__Description of the task__. Retype every line from the top of the entries down to the one with "font-size:12px; color:#d9d4ff; font-weight:700", both included, and skip the pictures.

Stored items
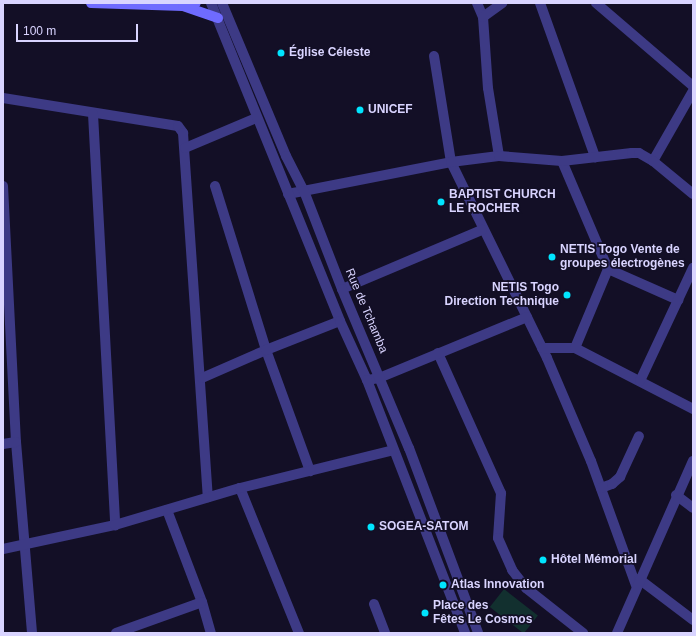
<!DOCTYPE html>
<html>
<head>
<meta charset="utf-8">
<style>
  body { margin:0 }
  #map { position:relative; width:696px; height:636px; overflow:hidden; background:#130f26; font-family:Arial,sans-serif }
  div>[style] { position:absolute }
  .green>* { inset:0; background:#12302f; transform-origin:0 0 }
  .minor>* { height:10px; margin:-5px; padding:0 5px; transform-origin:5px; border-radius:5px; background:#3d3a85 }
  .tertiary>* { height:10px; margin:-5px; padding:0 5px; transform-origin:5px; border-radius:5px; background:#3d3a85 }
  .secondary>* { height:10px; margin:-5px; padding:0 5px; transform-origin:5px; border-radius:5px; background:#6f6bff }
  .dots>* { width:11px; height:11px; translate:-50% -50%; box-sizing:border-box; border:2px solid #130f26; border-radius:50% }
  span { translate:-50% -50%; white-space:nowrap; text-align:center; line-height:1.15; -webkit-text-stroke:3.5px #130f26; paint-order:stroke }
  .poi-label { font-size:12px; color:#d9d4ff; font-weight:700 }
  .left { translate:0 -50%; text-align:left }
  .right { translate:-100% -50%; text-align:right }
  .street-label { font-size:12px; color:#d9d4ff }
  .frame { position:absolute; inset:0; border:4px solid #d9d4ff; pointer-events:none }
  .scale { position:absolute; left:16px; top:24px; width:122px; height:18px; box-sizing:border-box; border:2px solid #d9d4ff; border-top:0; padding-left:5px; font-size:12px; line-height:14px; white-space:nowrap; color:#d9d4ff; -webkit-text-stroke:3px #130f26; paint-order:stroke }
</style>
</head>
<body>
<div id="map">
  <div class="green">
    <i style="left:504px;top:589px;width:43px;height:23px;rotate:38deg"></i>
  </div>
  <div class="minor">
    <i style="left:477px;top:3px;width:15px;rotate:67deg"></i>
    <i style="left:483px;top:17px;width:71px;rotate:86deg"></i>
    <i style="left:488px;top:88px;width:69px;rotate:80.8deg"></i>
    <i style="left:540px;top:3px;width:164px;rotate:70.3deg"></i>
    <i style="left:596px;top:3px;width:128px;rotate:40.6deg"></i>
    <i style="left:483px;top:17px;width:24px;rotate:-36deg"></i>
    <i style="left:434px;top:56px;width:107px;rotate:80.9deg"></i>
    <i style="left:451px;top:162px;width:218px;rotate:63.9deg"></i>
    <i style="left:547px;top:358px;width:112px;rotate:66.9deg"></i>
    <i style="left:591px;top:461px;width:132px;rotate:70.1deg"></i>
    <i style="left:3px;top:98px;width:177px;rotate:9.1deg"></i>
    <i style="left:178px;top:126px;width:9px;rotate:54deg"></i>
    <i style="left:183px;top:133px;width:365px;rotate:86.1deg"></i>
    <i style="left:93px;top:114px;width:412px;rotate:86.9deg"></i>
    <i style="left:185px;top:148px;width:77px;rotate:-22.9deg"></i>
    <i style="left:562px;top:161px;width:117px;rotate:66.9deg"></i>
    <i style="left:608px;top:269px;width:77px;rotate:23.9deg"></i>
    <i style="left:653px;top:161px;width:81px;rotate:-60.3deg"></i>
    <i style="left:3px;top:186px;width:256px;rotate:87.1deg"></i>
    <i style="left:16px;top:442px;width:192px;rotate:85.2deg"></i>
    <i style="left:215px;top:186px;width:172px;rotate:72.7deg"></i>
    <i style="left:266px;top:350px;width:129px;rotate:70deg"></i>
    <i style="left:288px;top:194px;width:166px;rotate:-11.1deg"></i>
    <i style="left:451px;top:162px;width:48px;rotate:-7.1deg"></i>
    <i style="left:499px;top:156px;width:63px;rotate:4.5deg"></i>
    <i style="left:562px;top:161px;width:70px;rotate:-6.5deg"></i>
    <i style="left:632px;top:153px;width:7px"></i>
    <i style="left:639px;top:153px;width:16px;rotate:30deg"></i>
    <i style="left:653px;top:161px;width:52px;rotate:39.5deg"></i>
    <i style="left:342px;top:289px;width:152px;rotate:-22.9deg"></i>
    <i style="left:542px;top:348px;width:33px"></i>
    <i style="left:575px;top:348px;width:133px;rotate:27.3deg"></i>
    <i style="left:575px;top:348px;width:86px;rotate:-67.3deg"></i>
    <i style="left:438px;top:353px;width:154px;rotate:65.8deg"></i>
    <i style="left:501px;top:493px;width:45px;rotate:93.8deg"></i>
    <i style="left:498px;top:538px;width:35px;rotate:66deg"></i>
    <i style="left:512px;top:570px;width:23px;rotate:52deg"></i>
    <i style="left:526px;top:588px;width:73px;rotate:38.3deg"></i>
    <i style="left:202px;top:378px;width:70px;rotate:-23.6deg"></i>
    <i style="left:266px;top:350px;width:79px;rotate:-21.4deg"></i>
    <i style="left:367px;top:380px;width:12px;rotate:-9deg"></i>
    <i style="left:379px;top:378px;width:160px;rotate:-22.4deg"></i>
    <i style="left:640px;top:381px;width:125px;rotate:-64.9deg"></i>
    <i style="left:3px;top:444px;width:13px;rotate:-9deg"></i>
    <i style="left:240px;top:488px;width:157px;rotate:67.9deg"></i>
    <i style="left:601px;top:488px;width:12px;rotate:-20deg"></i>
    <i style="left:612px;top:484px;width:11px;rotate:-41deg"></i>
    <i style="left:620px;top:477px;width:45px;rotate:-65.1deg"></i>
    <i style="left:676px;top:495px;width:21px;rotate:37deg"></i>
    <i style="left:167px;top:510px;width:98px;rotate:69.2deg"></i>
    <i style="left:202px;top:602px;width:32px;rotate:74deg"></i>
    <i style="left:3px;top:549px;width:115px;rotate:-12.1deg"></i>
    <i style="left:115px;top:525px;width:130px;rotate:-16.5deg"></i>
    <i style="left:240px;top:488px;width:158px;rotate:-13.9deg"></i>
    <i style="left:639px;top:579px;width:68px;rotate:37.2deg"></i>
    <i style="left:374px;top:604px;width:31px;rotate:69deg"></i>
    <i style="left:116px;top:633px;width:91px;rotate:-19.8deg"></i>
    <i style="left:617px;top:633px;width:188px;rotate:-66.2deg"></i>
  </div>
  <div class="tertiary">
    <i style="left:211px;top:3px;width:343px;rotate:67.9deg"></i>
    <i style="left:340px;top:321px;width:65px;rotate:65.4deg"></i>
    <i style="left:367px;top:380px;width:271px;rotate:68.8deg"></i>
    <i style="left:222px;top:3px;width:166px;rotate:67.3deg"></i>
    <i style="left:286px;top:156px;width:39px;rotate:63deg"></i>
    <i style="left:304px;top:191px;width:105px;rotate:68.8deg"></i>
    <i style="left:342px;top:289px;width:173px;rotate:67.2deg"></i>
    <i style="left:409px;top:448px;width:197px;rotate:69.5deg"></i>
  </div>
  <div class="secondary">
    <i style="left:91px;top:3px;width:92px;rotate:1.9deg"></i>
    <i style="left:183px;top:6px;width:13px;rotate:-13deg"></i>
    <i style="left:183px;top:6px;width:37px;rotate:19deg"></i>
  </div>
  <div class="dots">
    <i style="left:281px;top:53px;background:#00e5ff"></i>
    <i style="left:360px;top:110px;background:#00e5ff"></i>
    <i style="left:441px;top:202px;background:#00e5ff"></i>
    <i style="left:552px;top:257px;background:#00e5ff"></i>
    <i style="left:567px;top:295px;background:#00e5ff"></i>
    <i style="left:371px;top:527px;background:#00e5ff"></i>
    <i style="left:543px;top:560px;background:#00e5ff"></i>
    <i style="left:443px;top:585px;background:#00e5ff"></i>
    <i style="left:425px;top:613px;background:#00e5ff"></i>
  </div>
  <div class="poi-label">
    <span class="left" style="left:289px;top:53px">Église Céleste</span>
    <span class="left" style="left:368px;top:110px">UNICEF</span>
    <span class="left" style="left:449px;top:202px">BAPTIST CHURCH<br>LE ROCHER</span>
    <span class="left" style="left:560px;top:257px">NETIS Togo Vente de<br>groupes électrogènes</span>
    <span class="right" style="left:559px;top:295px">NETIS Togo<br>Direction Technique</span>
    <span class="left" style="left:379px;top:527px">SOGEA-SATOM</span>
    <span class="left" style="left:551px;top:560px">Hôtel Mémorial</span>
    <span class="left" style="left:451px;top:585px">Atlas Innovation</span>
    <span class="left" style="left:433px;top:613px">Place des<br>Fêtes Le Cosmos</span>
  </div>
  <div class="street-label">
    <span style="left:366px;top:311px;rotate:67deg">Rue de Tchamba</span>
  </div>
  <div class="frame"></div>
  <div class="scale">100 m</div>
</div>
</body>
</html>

__Finished exercise__.
<!DOCTYPE html>
<html>
<head>
<meta charset="utf-8">
<style>
  body { margin:0 }
  #map { position:relative; width:696px; height:636px; overflow:hidden; background:#130f26; font-family:Arial,sans-serif }
  div>[style] { position:absolute }
  .green>* { inset:0; background:#12302f; transform-origin:0 0 }
  .minor>* { height:10px; margin:-5px; padding:0 5px; transform-origin:5px; border-radius:5px; background:#3d3a85 }
  .tertiary>* { height:10px; margin:-5px; padding:0 5px; transform-origin:5px; border-radius:5px; background:#3d3a85 }
  .secondary>* { height:10px; margin:-5px; padding:0 5px; transform-origin:5px; border-radius:5px; background:#6f6bff }
  .dots>* { width:11px; height:11px; translate:-50% -50%; box-sizing:border-box; border:2px solid #130f26; border-radius:50% }
  span { translate:-50% -50%; white-space:nowrap; text-align:center; line-height:1.15; -webkit-text-stroke:3.5px #130f26; paint-order:stroke }
  .poi-label { font-size:12px; color:#d9d4ff; font-weight:700 }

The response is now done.